Authors: V. C. Andrews
But off to the right, almost hidden in a far corner, sat a mother and a young boy. They were having a little picnic. As we drew closer, we saw that the boy’s right leg was in a metal brace. He was a thin, dark-brown-haired boy. Strands of hair danced around his forehead in the breeze, but he didn’t brush them back. He stared ahead at the other young people frolicking and laughing. I could feel Mary’s hand tighten around mine, and then, suddenly, she broke free and ran ahead.
“Mary!” I called.
She ignored me. John and I looked at each other and watched her.
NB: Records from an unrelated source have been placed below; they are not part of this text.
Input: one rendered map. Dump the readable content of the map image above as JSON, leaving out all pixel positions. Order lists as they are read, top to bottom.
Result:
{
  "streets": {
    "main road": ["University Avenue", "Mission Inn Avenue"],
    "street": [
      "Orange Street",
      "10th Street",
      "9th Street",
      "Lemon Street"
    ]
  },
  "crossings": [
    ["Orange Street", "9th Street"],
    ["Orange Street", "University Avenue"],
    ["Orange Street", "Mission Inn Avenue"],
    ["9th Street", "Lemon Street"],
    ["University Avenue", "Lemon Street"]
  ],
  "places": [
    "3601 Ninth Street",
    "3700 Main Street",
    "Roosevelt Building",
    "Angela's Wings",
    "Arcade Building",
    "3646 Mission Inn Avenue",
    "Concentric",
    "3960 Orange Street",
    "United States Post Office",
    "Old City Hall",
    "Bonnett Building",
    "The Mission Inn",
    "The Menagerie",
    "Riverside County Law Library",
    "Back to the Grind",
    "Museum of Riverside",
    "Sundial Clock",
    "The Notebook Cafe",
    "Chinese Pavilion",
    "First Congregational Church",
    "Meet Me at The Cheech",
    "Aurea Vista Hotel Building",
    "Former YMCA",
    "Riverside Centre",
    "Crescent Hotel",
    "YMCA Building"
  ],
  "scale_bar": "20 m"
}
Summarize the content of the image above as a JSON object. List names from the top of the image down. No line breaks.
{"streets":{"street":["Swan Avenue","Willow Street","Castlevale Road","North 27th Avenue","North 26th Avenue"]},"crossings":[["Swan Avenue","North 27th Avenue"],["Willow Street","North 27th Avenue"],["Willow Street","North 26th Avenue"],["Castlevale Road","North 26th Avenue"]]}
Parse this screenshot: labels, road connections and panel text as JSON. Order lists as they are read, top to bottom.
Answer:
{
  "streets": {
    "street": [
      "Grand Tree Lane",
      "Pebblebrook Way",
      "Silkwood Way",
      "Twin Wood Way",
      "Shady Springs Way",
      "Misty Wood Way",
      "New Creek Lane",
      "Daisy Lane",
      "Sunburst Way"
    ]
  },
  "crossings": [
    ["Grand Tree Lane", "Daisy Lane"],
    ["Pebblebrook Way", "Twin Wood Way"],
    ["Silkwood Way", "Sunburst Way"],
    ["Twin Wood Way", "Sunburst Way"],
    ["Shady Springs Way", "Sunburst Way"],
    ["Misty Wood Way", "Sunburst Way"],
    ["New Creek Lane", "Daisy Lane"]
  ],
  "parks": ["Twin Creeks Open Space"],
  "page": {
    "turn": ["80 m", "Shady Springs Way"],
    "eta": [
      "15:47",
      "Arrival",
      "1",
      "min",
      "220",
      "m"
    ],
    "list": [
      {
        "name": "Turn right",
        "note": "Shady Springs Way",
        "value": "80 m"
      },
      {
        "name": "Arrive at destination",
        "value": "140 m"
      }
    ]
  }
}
She ran up to the boy in the leg brace and started to talk to him, and then she reached for his hand, and he, hesitant at first, gave his to her. She held it for a moment and then let go, turned, and ran back to us. I saw the boy’s mother smiling at us.
“What did you do, Mary?” I asked. “What did you say to that little boy?”
“I told him not to be afraid. I told him he would be well again soon.”
“Are you sure of that?” I asked her.
“Oh, yes,” she said. “I’m very sure.”
She saw another little boy lose his grip on his kite string. It started to drift off. His father rushed ahead and grasped it before the kite sank into the ocean. Mary turned to us and smiled.
“See?” she said.
In her eyes, fathers and mothers would always be there, would always save the moment somehow.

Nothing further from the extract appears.